Moving the models back onto a local NVMe drive solved that problem immediately. The NAS now stores datasets and raw training material, which is a much better use of network storage.

To make the system easy to access, I separated the AI model itself from the user interface. The models run locally on the workstation using a tool called Ollama, which handles loading the model and using the GPU for inference. The web interface is hosted separately in my homelab on a Proxmox server using a lightweight container. I run OpenWebUI there, which provides a ChatGPT-style interface in the browser and connects to the workstation over the network.

One interesting feature of OpenWebUI is that it can also give the model access to external tools. For example I have enabled web search, which allows the model to look up current information and include it in its responses. In effect the model can act a little like an agent, deciding when it needs to call a tool to retrieve information before generating an answer.

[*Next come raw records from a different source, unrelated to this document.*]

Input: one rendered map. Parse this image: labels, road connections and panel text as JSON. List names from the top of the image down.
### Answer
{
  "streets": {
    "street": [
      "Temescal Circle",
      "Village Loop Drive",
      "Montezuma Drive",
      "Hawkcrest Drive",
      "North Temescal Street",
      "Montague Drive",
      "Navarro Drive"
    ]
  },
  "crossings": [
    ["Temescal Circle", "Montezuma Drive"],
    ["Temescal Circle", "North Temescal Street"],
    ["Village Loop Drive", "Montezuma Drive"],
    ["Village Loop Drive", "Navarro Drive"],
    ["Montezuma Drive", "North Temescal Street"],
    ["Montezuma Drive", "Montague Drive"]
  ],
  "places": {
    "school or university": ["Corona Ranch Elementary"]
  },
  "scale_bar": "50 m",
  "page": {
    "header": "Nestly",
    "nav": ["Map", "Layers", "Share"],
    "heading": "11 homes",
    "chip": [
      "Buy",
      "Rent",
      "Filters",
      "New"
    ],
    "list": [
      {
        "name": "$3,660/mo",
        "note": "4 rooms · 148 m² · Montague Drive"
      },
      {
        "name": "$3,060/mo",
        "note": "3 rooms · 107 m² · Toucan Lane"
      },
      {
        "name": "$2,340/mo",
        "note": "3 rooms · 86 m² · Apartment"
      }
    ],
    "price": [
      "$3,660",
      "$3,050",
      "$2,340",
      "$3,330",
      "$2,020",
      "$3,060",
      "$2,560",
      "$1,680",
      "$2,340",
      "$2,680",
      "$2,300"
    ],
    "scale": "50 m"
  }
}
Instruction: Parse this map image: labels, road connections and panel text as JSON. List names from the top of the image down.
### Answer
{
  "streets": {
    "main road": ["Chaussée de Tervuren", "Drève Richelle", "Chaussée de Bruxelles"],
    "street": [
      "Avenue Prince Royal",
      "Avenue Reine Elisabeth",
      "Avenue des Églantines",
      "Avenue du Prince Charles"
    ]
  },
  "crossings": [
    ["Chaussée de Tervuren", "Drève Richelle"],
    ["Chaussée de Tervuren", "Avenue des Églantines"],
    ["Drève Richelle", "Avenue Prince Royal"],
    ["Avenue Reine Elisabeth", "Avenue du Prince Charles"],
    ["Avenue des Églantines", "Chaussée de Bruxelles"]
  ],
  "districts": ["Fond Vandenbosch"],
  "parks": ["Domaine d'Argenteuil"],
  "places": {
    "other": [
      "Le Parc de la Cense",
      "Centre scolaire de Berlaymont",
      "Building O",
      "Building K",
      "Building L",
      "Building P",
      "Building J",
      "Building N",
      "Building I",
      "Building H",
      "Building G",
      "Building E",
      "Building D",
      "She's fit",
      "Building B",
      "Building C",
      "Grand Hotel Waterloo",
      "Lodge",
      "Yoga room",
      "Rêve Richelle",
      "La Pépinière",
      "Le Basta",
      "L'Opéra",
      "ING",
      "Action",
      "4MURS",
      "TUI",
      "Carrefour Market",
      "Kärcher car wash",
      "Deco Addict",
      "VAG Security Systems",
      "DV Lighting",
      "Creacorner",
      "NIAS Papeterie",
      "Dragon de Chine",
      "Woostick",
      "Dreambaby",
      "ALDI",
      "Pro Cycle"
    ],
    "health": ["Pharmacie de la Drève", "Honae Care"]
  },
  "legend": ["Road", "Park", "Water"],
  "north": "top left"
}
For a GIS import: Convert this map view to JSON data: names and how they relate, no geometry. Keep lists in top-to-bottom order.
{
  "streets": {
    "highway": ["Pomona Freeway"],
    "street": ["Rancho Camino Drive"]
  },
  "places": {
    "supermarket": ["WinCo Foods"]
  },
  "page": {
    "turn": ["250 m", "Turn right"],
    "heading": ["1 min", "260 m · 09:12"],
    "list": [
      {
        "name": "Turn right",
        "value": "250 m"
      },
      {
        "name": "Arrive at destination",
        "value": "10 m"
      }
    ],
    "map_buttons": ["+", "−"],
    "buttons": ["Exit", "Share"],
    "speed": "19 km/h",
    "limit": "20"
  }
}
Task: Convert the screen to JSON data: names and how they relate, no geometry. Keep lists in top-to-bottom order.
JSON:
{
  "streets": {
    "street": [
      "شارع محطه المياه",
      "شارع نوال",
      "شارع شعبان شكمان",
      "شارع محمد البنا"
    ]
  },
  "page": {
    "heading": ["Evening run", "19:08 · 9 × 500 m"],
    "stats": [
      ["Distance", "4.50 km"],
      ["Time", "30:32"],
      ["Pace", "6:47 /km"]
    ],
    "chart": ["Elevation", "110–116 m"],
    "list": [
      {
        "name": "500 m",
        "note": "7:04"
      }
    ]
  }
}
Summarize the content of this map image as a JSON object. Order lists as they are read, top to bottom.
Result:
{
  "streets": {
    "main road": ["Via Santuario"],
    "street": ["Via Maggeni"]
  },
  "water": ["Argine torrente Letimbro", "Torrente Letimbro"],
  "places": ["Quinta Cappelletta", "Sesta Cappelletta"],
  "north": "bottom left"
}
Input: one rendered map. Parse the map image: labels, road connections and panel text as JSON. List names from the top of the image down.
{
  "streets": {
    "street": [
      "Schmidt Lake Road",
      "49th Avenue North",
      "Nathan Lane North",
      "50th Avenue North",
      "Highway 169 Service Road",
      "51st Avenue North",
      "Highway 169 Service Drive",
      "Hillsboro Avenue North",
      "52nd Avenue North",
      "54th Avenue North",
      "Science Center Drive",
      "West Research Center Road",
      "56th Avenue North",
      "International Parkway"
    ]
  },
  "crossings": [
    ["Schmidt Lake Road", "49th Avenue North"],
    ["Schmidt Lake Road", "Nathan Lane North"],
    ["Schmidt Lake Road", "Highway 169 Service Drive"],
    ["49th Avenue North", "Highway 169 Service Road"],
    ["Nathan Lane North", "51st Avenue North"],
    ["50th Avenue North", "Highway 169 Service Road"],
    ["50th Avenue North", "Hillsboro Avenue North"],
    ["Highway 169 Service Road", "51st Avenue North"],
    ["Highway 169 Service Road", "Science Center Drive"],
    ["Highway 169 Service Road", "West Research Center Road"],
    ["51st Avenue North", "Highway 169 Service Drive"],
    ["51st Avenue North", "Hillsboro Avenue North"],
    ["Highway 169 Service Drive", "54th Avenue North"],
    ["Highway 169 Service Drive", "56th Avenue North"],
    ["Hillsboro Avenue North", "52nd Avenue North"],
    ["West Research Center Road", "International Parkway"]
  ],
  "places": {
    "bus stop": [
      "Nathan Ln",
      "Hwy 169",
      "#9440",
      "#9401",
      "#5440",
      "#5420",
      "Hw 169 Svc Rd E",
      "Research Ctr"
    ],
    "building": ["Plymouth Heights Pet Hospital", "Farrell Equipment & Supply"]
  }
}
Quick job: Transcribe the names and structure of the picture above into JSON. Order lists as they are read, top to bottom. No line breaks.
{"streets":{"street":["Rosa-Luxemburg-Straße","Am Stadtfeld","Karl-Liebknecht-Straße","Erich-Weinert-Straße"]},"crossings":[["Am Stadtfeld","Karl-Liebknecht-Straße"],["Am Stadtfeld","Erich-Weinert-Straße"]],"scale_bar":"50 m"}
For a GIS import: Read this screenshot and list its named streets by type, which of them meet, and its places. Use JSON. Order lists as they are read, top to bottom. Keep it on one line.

Why Local AI Is Getting Interesting

One of the most interesting aspects of this build is what it says about the accessibility of modern AI technology.

Only a few years ago running serious machine learning models required specialised servers and extremely expensive hardware. Today a single high end consumer GPU is capable of running surprisingly powerful models locally.

For small and medium sized businesses that creates some interesting opportunities. Local AI systems can be used for internal assistants, document analysis, coding support or specialised models trained on company knowledge.

Fine Tuning means that instead of using a general purpose model exactly as it was trained, it is possible to train it a little further on your own data so that it becomes specialised for a particular task or domain.

For example, a model could be fine tuned on internal documentation, support tickets or industry specific knowledge. The result is a model that understands the language, processes and terminology of a particular organisation much better than a generic AI system.

This does not replace cloud AI services. The largest models and the most advanced capabilities still live there. However, local AI is becoming a very practical complement, particularly when privacy, cost control or experimentation are important.

Future Upgrades

Like any technical project there is already an obvious upgrade path.

The RTX 3090 supports multi GPU configurations, which means I could add a second 3090 in the future. That would effectively double the available VRAM and allow much larger models to run locally.

For now though, a single 3090 is already capable of running models with tens of billions of parameters. That is quite remarkable considering the machine is sitting under a desk rather than in a data centre.

Final Thoughts

Building this workstation was partly driven by curiosity and partly by the desire to understand a rapidly evolving technology in more depth.

AI is increasingly becoming part of the modern software stack, and having hands on experience with how these systems actually run is incredibly valuable.

It also turns out that running AI models locally is far more achievable than most people realise.